I feel for ya buddy, I really do!


----------



## kitkat39 (Oct 3, 2010)

I've been wanting to rear naked choke a co-worker of mine for some time now.. who knows.. maybe getting some Idolos will get me worked up enough to do it?


----------



## more_rayne (Oct 3, 2010)

kitkat39 said:


> I've been wanting to rear naked choke a co-worker of mine for some time now.. who knows.. maybe getting some Idolos will get me worked up enough to do it?


lmao, seriously, you say the craziest sh*t!


----------



## Colorcham427 (Oct 3, 2010)

Schloaty said:


> So aren't these things at least smart enough to NOT molt right above the floor? The silly thing had a cage at least 14" high...and chose a perch 2" above the floor. So naturally, when molting, it didn't have room.
> 
> Anyone with high blood pressure should not raise Idolos. :taz: :taz:
> 
> ...


Sorry for your mistake. You should never keep branches that can possibly be under something remotely close enough to disrupt their molting process. We all learn more and more as we grow.


----------



## sporeworld (Oct 4, 2010)

I think I posted this somewhere else, but I may start putting my due-to-shed Idols in one of Rebecca's Honeymoon Suites (photo attached). The curves are nice, and if they shed too close to the bottom, I could probably lift it up and put it on a stick (like a lamp shade), or just hang it from the ceiling.

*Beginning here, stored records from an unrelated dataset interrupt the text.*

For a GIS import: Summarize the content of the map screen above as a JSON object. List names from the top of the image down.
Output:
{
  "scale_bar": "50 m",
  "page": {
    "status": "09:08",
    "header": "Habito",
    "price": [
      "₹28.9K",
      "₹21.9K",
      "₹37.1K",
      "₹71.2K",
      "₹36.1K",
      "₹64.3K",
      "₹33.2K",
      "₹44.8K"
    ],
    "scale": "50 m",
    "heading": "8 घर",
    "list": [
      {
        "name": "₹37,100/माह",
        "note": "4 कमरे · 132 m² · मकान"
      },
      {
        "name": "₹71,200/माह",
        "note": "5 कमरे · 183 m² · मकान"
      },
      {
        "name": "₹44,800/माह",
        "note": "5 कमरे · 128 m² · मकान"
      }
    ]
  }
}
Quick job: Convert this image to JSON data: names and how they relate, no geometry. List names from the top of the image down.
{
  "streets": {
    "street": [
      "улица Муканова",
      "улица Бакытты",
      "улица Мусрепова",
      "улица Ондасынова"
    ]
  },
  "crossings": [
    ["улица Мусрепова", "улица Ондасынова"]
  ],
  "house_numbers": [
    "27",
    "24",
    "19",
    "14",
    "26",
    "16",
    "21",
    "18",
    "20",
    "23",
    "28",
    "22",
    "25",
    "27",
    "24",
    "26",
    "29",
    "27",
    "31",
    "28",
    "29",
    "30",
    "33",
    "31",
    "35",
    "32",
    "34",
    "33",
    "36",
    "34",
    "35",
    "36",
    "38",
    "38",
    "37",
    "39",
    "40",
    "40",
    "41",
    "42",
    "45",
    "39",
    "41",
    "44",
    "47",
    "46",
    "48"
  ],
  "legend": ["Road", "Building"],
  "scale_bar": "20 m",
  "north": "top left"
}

Either that, or (and I'm only half-kidding) superglueing their feet in place once I see them start shedding! One of my Violins's fell while shedding and mangled a leg, so I binder-clipped THAT leg to the top of the cage, and it actually worked (not that SHE appreciated the effort). I clipped the leg at the break after she dried out a bit, and she was fine...


----------



## hibiscusmile (Oct 4, 2010)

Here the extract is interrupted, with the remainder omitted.